■ **What the exercise asks**
The records that follow are to be copied word for word. Pictures should be omitted.

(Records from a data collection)
___

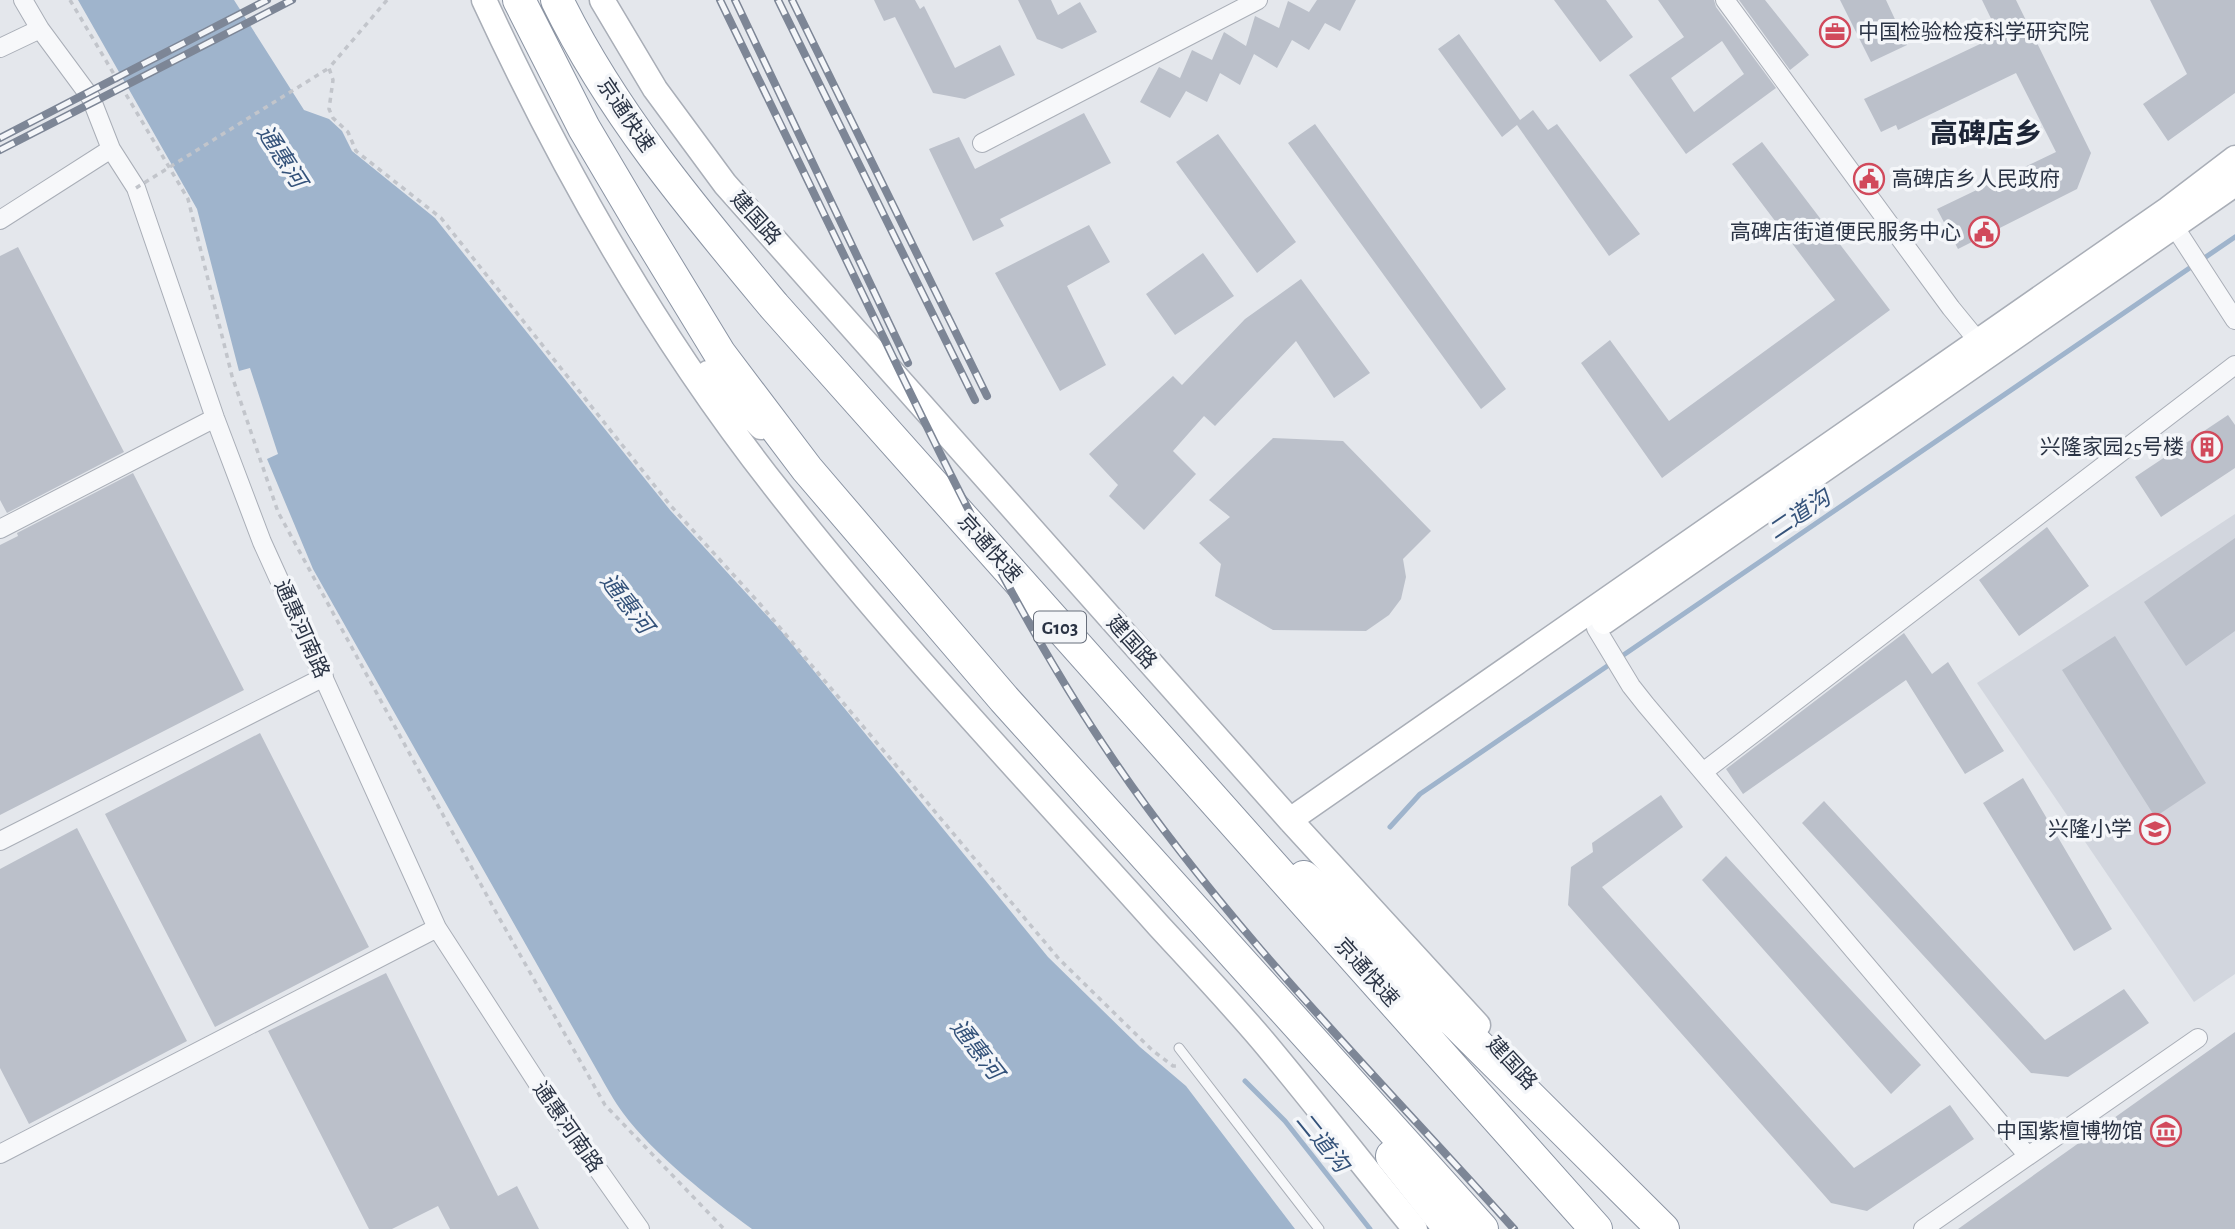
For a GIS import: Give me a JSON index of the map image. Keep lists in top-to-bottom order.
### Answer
{
  "streets": {
    "highway": ["京通快速", "G103"],
    "main road": ["建国路"],
    "street": ["通惠河南路"]
  },
  "districts": ["高碑店乡"],
  "water": ["通惠河", "二道沟"],
  "places": {
    "office": ["中国检验检疫科学研究院"],
    "public building": ["高碑店乡人民政府", "高碑店街道便民服务中心"],
    "building": ["兴隆家园25号楼"],
    "school or university": ["兴隆小学"],
    "museum": ["中国紫檀博物馆"]
  }
}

___

■ **Output for this task**
For a GIS import: Give me a JSON index of the map image. Keep lists in top-to-bottom order.
### Answer
{
  "streets": {
    "highway": ["京通快速", "G103"],
    "main road": ["建国路"],
    "street": ["通惠河南路"]
  },
  "districts": ["高碑店乡"],
  "water": ["通惠河", "二道沟"],
  "places": {
    "office": ["中国检验检疫科学研究院"],
    "public building": ["高碑店乡人民政府", "高碑店街道便民服务中心"],
    "building": ["兴隆家园25号楼"],
    "school or university": ["兴隆小学"],
    "museum": ["中国紫檀博物馆"]
  }
}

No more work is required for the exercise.